キミガ ウソヲ ツイタ
叶わなかった願い
翌日はいつもの休日より少し早めの9時頃に起きて朝食と身支度を済ませ、車で出掛けた。

夕方の新幹線で大阪に帰る葉月の両親と妹をホテルまで迎えに行き、観光名所を少し案内して、昼食を食べたあとはお土産選びに付き合ったりもした。

葉月の家族はとても愉快でおおらかで、俺の知らなかった“あたたかい家庭”という感じだ。

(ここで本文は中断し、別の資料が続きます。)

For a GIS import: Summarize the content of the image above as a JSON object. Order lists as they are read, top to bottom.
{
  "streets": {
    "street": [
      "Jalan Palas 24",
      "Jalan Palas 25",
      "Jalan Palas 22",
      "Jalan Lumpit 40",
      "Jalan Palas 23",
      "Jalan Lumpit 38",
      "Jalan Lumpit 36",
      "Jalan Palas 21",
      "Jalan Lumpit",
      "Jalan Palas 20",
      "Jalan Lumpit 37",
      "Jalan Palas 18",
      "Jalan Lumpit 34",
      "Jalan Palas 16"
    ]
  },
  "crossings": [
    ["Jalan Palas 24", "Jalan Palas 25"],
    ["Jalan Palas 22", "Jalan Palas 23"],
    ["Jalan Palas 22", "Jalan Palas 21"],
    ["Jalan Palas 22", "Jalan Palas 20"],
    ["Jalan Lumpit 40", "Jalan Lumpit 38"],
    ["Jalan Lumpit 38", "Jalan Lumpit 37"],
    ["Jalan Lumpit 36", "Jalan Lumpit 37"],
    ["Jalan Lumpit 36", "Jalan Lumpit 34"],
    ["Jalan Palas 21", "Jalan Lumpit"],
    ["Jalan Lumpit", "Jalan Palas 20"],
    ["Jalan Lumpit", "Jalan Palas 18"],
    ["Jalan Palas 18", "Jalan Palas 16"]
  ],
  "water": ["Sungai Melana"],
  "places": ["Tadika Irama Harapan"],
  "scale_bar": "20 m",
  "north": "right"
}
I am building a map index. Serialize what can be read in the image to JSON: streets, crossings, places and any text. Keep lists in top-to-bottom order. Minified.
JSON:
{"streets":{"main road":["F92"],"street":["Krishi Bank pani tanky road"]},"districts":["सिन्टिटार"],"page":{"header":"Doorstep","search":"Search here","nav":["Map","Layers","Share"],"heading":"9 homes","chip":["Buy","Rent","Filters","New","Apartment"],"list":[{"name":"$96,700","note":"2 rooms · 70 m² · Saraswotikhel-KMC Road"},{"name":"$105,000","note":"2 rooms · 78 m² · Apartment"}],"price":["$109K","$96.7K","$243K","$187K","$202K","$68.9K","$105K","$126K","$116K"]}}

一緒に過ごすのはとても楽しくて、あっという間に時間が過ぎて夕方になり駅まで送る。

葉月の両親と妹は、『志岐くん、葉月をよろしくな。盆休みは大阪においで。楽しみに待ってるで』と言い残して新幹線で帰っていった。

「葉月の家族はホントに面白いなぁ」

「そうか?めっちゃ普通やと思うで」

「あれで普通なんだ。大阪ってすげえな」

そんな会話をしながらしばらく街を歩き、レストランで早めの夕食を済ませて帰宅した。

風呂上がりにソファーに座ってビールを飲もうとしたとき、昨日届いていた手紙を未開封のままテーブルの上に置きっぱなしにしていたことに気付いて手に取る。

昨日も思ったけど、差出人の名前にはやはり心当たりがない。

そして結構な厚みがあるが、一体何が書いてあるんだろう?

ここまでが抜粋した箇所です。